● Given data:
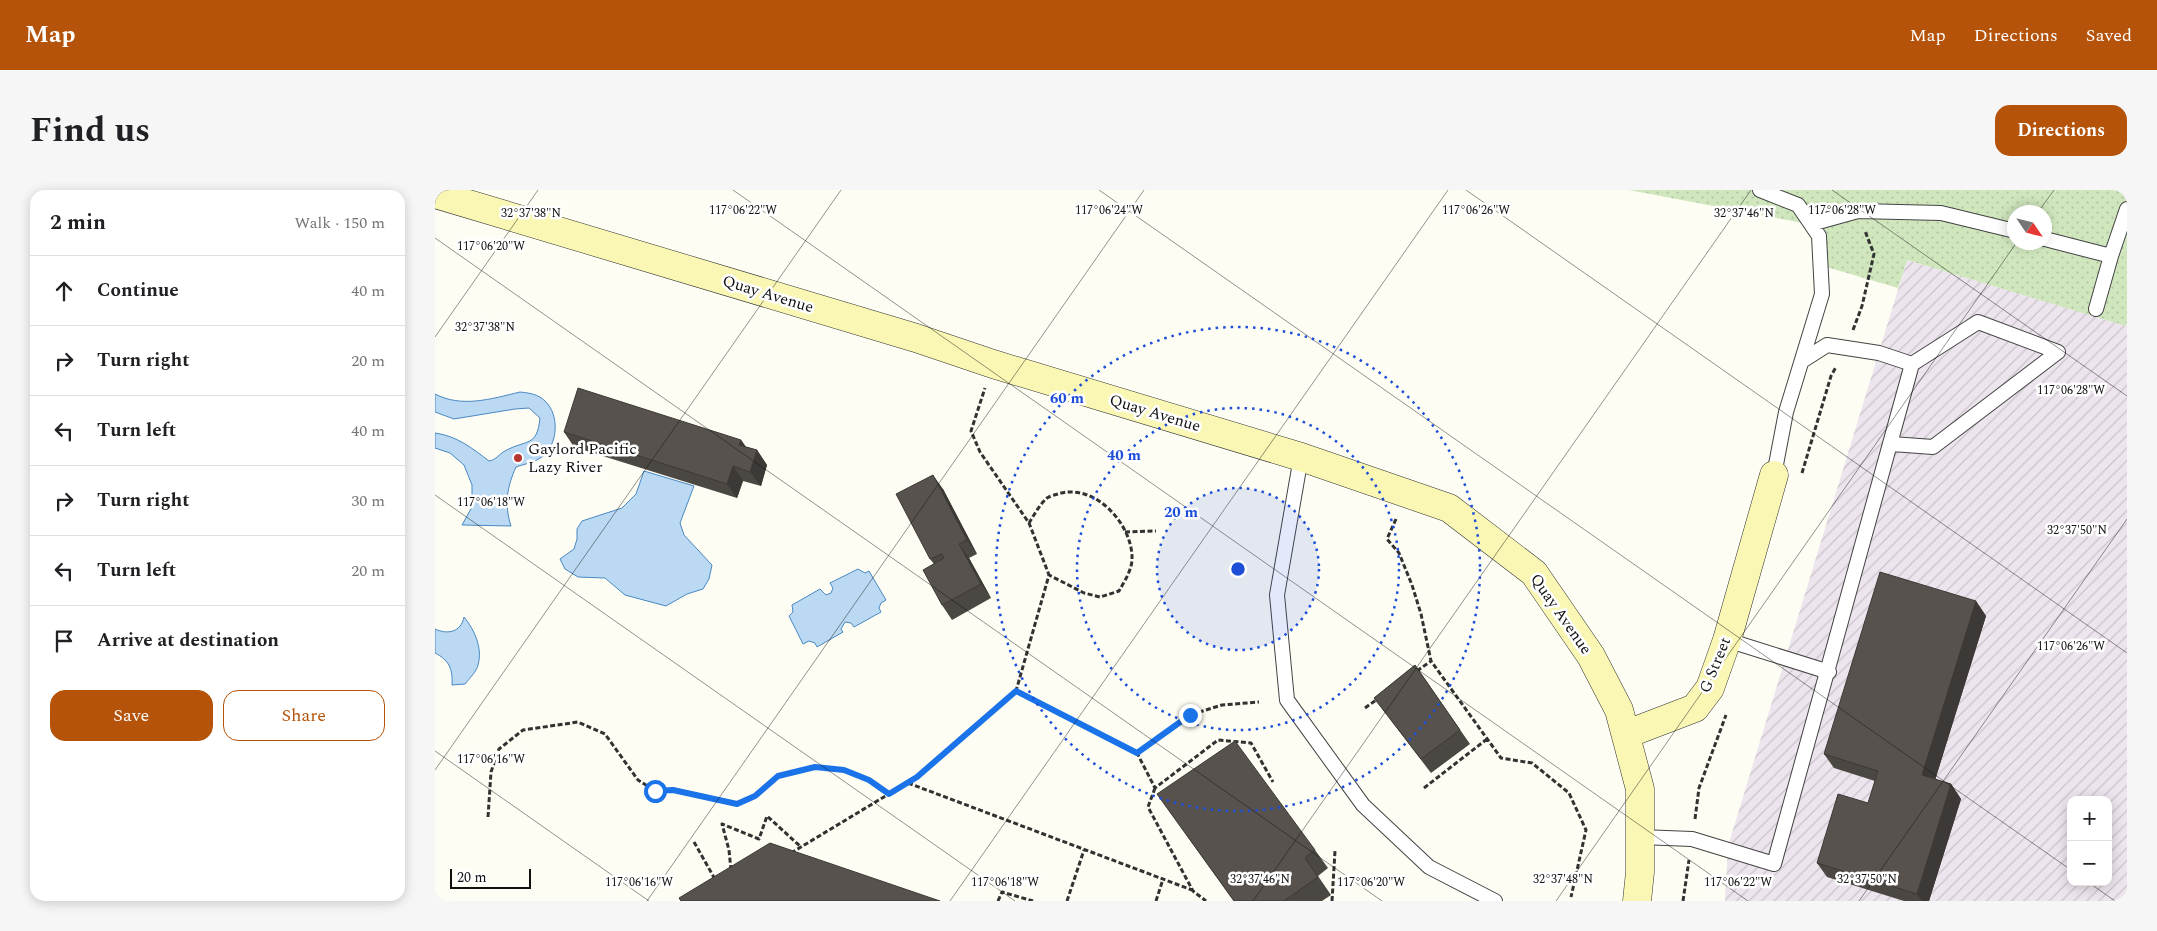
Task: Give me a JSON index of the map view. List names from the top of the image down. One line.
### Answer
{"streets":{"street":["Quay Avenue","G Street"]},"crossings":[["Quay Avenue","G Street"]],"places":["Gaylord Pacific Lazy River"],"scale_bar":"20 m","north":"bottom right","page":{"header":"Map","nav":["Map","Directions","Saved"],"title":"Find us","buttons":["Directions",["Save","Share"]],"heading":["2 min","Walk · 150 m"],"list":[["Continue","40 m"],["Turn right","20 m"],["Turn left","40 m"],["Turn right","30 m"],["Turn left","20 m"],"Arrive at destination"],"map_buttons":["+","−"],"scale":"20 m"},"coordinates":["117°06'22\"W","117°06'24\"W","117°06'26\"W","117°06'28\"W","32°37'38\"N","32°37'46\"N","117°06'20\"W","117°06'18\"W","32°37'50\"N","117°06'16\"W","32°37'48\"N"],"rings":["60 m","40 m","20 m"]}
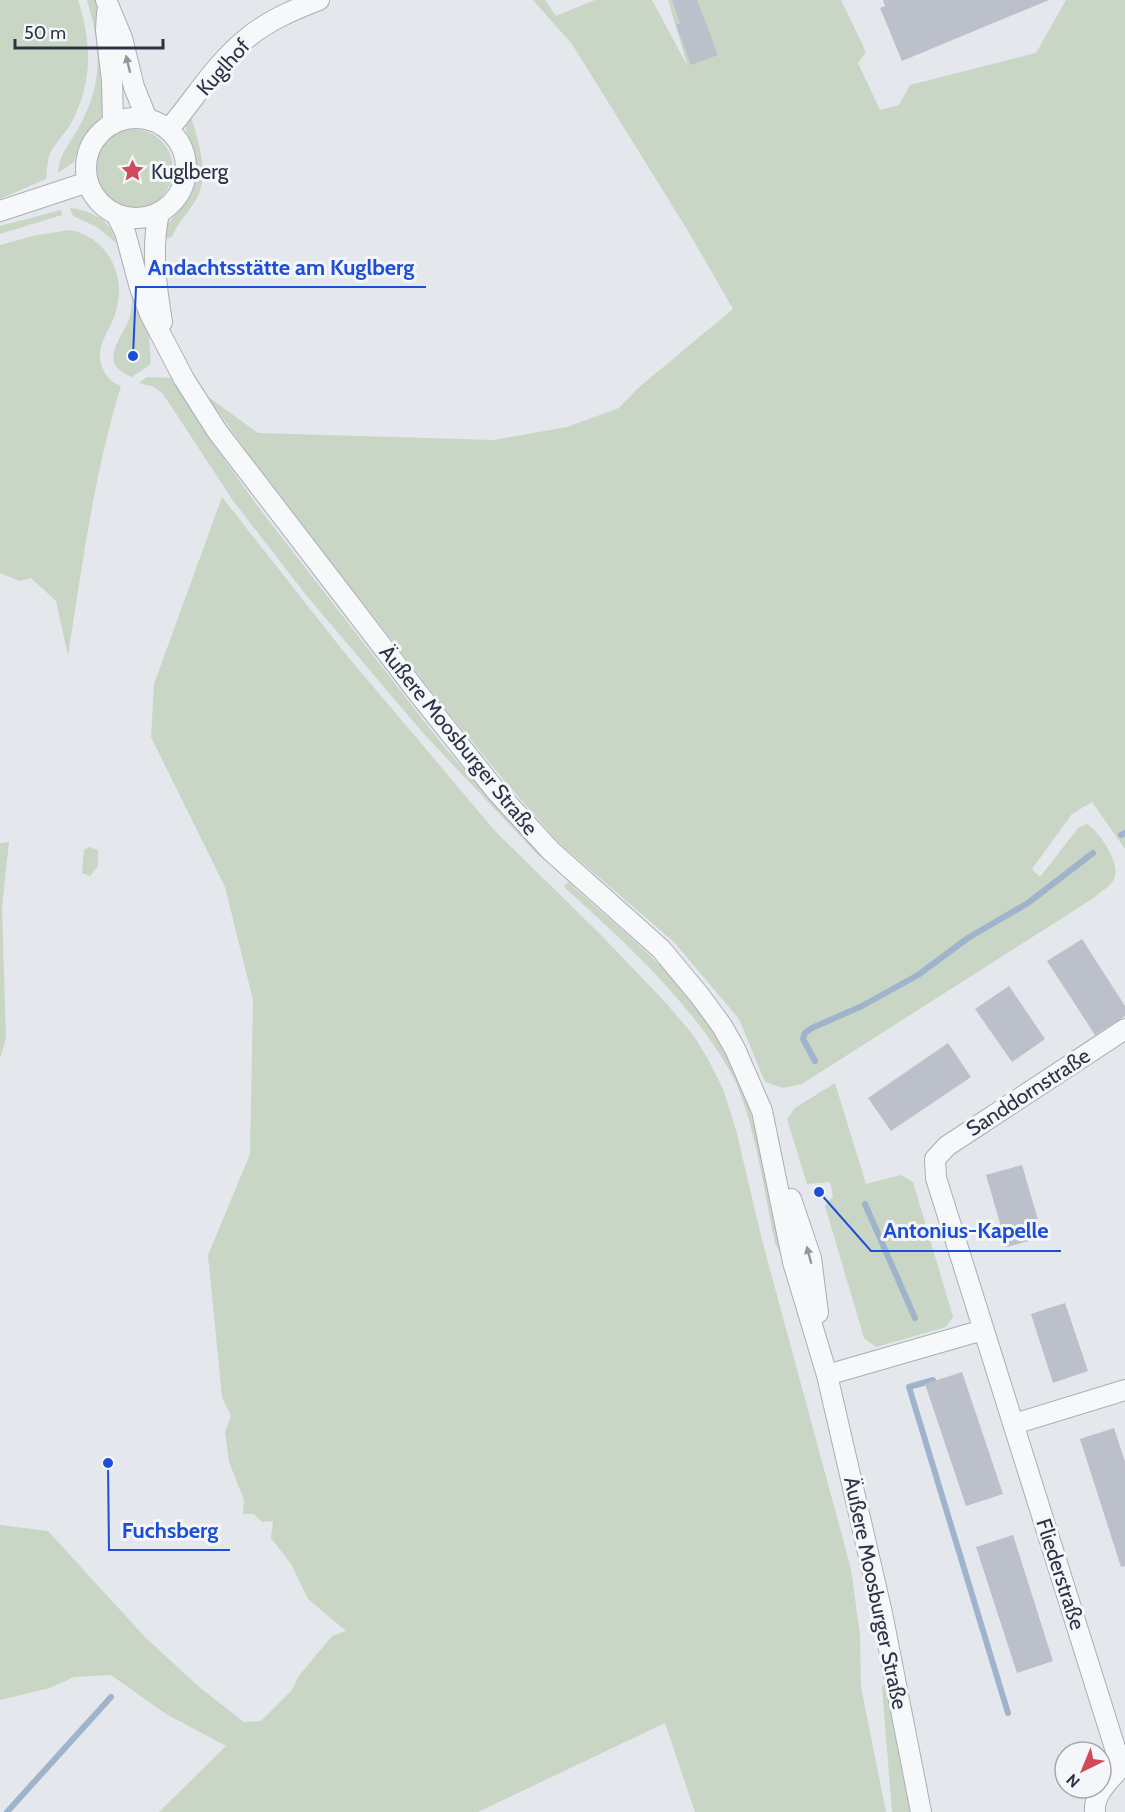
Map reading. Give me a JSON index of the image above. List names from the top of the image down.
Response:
{
  "streets": {
    "street": [
      "Kuglhof",
      "Äußere Moosburger Straße",
      "Sanddornstraße",
      "Fliederstraße"
    ]
  },
  "crossings": [
    ["Kuglhof", "Äußere Moosburger Straße"],
    ["Sanddornstraße", "Fliederstraße"]
  ],
  "places": {
    "place": ["Kuglberg"],
    "other": ["Andachtsstätte am Kuglberg", "Antonius-Kapelle", "Fuchsberg"]
  },
  "scale_bar": "50 m",
  "north": "bottom left"
}
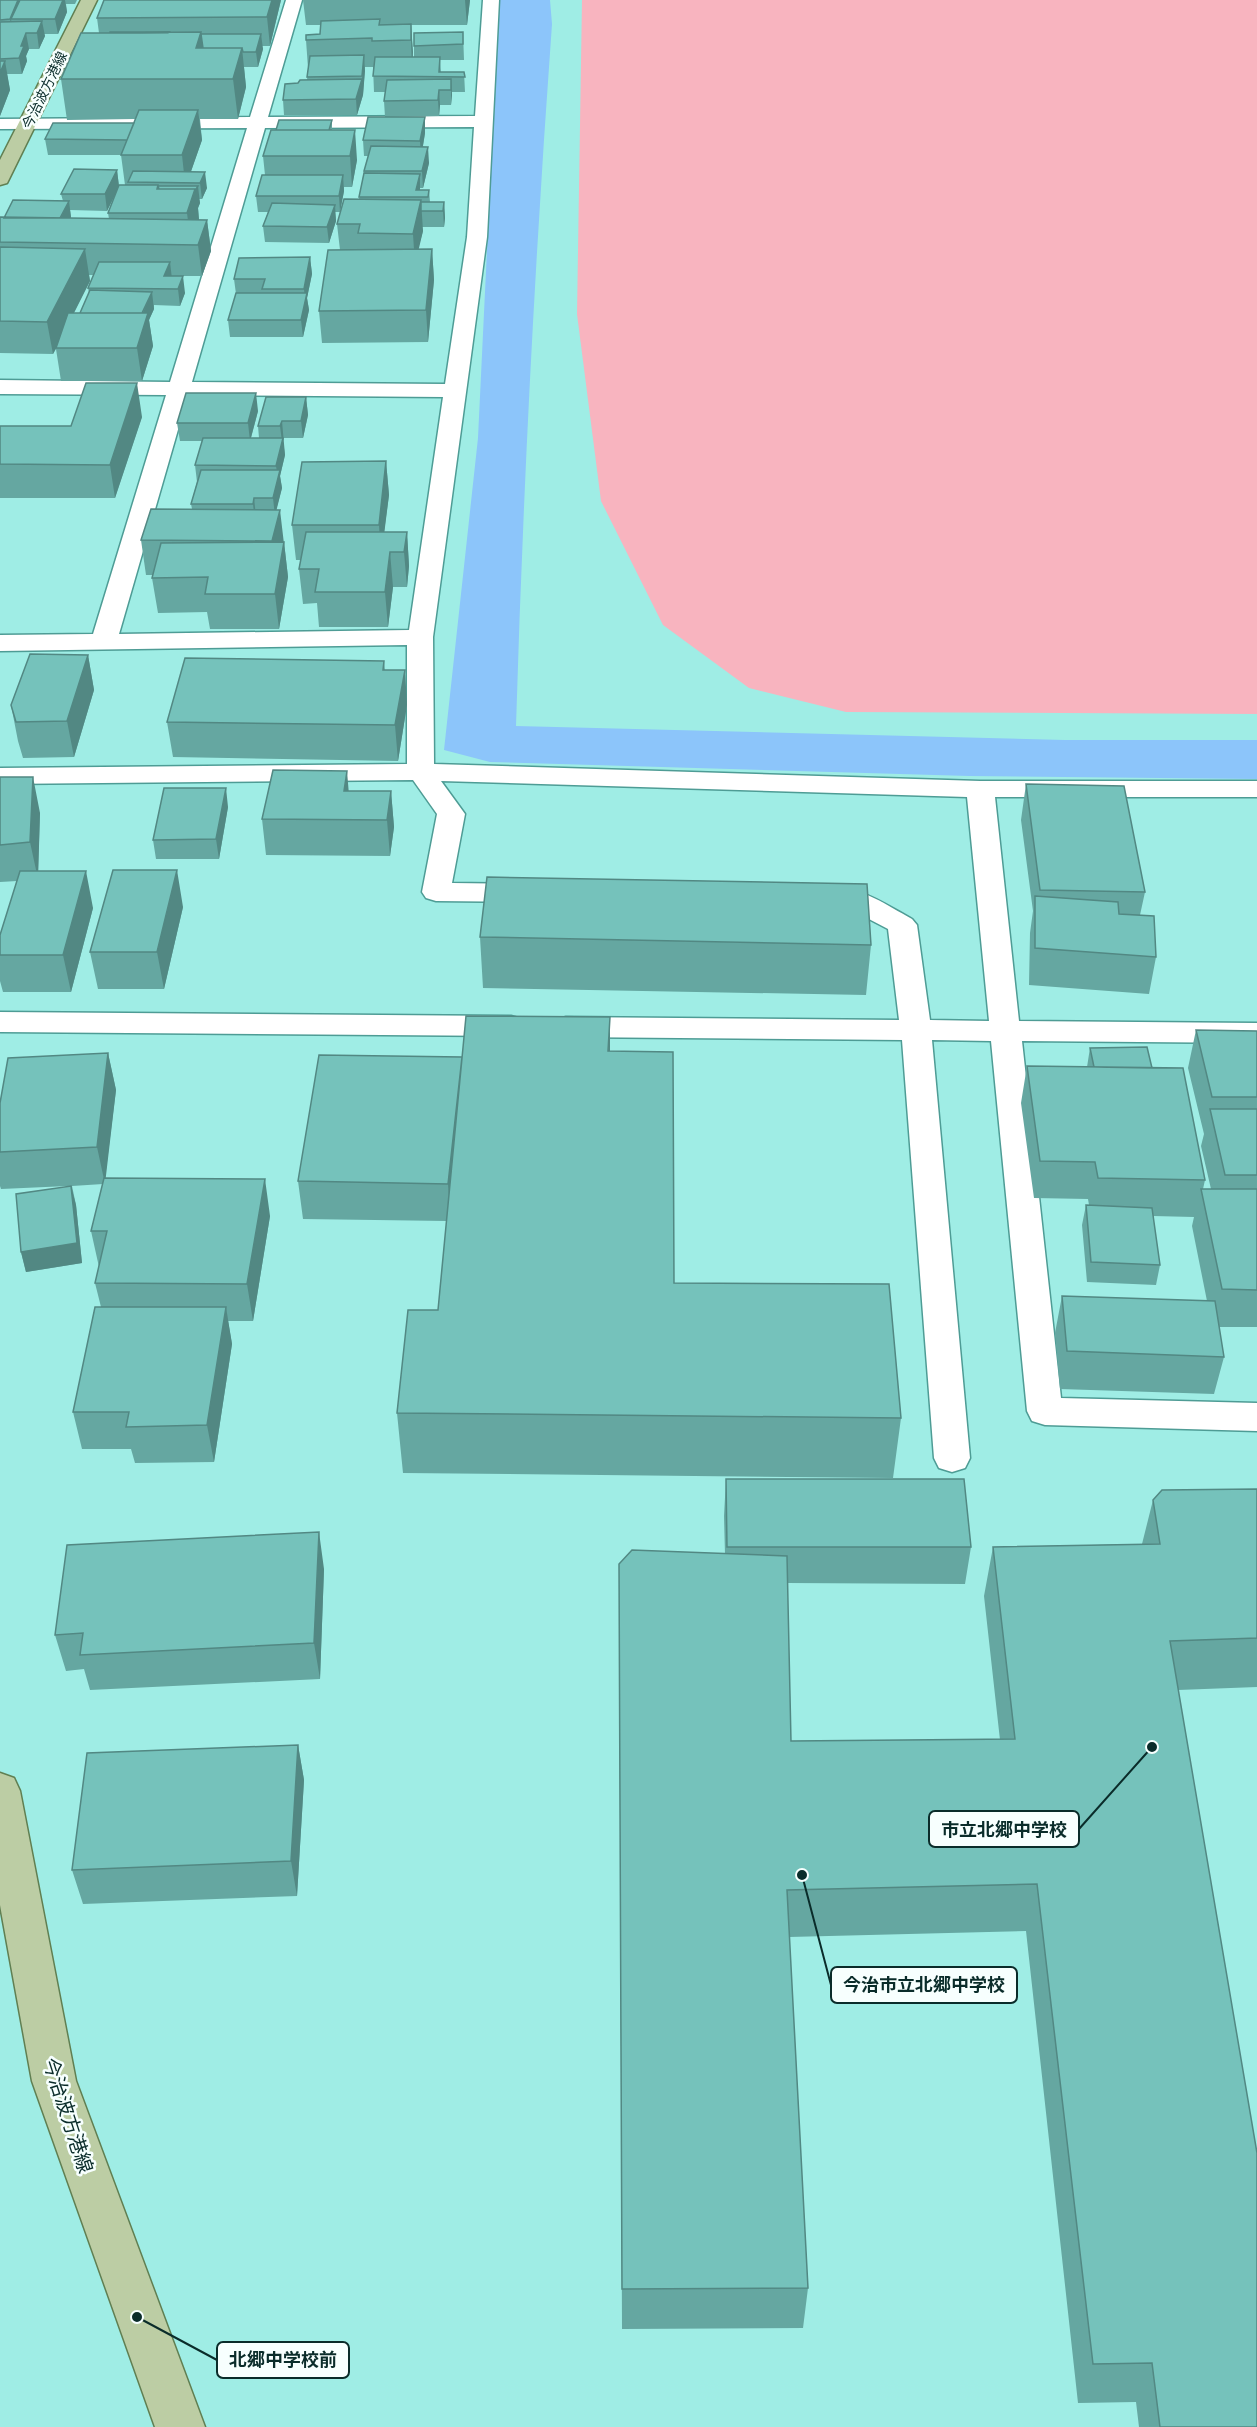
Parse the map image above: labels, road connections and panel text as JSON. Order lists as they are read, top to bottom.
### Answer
{
  "streets": {
    "main road": ["今治波方港線"]
  },
  "places": ["市立北郷中学校", "今治市立北郷中学校", "北郷中学校前"]
}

● What needs to be done: Looking at the data above, how many lines hold the word "names"? Respond with the number alone.

● Reply to the task: 2